Building out WiFi on the edge of the Mexican rain forest

Building out WiFi on the edge of the Mexican rain forest

María Álvarez Malvido

Those who fear Mexican immigrants can breathe a sigh of relief: the Donald Trump administration has thwarted a visit to the United States by yet another alleged “bad hombre”. This one appears particularly dangerous because he offers an indigenous perspective on information and communications technology.

A young Tseltal man from the southeastern state of Chiapas, Mariano Gómez, was denied a tourist visa by the U.S. Embassy to allow him to travel to the United States to accept an award from the Internet Society (ISOC), a global non-governmental organization.
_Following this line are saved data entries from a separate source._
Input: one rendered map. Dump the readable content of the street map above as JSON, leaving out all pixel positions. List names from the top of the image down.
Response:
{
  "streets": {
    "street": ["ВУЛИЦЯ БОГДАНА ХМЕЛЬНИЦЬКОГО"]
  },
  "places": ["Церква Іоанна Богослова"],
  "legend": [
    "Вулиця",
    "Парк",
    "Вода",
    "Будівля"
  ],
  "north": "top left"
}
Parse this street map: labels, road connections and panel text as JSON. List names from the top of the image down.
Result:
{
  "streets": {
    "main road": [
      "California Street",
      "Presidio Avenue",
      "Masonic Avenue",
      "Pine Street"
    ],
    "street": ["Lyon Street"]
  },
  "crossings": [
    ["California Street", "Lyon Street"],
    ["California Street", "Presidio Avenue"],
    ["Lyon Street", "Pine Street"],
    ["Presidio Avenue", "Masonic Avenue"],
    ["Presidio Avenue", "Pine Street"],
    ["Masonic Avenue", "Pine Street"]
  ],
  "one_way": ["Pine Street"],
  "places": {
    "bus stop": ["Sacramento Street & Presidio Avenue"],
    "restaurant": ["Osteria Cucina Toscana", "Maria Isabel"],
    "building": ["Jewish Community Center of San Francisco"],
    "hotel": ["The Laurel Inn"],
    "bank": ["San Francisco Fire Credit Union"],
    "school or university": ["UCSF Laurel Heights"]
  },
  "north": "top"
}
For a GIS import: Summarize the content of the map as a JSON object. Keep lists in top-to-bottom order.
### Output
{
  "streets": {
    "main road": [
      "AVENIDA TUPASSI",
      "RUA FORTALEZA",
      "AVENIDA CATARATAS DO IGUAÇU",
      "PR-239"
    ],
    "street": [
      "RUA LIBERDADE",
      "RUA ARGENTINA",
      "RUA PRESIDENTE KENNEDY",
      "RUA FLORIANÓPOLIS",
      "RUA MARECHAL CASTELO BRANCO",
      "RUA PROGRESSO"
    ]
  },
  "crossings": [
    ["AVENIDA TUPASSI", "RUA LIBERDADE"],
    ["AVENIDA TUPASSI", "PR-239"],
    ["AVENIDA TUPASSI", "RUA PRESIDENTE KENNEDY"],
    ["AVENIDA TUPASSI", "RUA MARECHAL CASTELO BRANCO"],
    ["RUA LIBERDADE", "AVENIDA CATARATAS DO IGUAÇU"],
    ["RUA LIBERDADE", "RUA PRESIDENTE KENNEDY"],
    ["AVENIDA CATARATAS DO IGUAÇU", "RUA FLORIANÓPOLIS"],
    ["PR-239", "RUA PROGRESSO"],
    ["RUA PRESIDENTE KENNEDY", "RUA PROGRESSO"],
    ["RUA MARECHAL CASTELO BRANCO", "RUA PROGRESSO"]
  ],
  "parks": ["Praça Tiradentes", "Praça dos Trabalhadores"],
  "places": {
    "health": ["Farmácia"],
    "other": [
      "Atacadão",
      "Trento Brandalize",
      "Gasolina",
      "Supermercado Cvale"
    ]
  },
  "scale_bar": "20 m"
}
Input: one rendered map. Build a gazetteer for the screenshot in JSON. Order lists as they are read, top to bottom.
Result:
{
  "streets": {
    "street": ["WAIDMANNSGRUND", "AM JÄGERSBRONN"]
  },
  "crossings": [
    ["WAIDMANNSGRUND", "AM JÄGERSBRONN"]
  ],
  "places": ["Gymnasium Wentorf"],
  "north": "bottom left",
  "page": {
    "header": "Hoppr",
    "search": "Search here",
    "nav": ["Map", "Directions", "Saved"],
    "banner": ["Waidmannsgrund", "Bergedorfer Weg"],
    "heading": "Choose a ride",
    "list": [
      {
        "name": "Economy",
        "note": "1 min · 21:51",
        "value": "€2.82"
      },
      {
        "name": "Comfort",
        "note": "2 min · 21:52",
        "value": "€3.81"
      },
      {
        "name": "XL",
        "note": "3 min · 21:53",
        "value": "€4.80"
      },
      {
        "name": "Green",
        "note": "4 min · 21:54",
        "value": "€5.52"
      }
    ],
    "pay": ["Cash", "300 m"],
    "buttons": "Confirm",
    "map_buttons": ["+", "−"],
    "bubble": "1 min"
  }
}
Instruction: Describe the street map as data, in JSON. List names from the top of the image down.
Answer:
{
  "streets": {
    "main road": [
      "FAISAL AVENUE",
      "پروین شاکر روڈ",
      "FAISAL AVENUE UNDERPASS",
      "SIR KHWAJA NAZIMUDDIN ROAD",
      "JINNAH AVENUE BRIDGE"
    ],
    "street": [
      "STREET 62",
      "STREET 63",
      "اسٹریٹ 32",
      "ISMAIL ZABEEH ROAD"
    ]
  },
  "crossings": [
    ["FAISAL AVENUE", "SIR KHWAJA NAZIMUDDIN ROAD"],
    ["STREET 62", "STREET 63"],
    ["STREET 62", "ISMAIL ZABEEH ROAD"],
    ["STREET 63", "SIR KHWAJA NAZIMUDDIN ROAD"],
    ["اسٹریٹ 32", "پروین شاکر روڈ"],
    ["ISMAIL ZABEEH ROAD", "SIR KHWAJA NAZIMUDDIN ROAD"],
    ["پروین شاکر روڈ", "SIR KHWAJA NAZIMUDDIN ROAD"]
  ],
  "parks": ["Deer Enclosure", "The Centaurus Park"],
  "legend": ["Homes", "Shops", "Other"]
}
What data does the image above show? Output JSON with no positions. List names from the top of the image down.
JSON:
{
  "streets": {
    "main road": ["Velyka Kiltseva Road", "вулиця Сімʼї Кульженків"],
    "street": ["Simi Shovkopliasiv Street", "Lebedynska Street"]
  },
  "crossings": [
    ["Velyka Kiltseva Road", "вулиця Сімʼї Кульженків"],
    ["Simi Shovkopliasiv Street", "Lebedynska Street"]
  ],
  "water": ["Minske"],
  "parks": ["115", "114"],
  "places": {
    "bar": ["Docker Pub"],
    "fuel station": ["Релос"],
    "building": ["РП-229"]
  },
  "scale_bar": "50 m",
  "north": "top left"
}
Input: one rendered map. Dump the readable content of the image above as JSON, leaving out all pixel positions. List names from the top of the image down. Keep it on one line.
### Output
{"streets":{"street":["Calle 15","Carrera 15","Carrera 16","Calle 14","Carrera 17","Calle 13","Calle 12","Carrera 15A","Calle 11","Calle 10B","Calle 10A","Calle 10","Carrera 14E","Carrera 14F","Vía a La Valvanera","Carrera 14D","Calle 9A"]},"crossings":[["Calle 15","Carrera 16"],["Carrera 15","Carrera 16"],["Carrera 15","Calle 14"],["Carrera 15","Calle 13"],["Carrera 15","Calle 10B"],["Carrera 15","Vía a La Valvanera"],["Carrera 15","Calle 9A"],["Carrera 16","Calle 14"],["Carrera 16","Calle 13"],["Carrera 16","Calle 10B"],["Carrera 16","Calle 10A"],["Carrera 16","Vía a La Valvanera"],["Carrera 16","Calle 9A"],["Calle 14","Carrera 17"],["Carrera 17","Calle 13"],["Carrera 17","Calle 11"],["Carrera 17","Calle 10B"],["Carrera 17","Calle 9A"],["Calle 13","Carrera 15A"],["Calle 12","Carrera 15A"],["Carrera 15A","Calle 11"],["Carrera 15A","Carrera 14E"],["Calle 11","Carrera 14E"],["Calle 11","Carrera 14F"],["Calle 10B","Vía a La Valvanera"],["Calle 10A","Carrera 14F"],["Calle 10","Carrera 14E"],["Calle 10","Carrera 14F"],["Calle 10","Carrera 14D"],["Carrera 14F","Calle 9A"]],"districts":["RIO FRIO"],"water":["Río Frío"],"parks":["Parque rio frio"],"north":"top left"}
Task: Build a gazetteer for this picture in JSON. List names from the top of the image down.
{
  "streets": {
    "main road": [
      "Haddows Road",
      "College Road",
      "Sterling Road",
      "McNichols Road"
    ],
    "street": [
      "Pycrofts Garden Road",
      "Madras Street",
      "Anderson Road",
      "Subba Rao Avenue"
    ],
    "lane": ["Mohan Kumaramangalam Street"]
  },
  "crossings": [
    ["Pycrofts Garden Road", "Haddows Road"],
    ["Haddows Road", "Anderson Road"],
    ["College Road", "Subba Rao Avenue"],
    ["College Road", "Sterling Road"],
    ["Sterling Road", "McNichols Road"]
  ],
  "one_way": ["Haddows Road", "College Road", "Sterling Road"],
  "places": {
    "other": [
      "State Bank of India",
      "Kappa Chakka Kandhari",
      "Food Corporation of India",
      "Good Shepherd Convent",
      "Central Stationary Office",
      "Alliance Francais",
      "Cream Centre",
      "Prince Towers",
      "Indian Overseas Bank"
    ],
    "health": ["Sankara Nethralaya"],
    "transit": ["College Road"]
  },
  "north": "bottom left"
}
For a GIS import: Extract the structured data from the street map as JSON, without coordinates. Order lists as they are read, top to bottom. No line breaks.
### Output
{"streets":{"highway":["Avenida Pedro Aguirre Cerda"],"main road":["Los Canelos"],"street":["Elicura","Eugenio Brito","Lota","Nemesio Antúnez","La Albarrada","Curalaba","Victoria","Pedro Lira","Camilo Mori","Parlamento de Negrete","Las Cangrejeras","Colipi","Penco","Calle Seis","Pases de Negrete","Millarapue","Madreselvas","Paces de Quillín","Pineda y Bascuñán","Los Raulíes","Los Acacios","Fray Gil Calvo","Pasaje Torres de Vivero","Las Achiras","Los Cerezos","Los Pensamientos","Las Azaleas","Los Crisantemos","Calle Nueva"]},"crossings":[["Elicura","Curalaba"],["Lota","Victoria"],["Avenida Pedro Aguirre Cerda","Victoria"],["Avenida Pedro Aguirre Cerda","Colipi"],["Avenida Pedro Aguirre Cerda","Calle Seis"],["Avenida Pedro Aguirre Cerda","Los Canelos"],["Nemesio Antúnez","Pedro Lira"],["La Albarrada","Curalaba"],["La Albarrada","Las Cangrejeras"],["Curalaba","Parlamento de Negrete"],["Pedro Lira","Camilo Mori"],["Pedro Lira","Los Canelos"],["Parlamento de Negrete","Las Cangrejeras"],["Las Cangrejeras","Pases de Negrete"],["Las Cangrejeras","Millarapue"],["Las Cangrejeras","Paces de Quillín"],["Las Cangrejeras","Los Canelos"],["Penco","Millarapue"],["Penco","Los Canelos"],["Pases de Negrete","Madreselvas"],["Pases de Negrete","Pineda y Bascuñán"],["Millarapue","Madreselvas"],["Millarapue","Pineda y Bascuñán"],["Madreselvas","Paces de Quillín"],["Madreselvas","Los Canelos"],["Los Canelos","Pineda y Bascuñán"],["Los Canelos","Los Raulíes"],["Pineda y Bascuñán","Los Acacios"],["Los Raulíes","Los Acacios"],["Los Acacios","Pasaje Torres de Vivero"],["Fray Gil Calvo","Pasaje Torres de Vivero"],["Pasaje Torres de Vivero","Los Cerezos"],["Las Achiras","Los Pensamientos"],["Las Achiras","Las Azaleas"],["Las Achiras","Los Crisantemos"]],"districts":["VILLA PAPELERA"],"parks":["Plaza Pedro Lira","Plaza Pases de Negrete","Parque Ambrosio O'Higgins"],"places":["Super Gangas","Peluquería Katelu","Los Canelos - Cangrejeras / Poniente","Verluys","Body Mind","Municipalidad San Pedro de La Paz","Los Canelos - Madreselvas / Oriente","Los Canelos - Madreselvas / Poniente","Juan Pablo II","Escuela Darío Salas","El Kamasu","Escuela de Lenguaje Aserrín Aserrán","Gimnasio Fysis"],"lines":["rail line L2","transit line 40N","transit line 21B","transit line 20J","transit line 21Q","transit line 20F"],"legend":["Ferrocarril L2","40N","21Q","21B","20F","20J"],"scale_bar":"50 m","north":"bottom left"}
The story was broken by Proceso, a Mexican news magazine.

As part of its 25th anniversary celebration, ISOC singled out 25 young people around the world “who are taking action and using the Internet as a force for good.” The “25 Under 25” award ceremony took place September 18, 2017 in Los Angeles.

In a letter to ISOC, Gómez wrote that to apply for the visa, he had to travel 16 hours by truck each way and spend two days in Mexico City. The Embassy’s explanation of why he could not apply for the visa, Gómez said, was that his house has no street name or address, which is common in indigenous Mexican localities; he has no bank account; and he is a young man from a marginalized community in a region that sends many migrants to the U.S.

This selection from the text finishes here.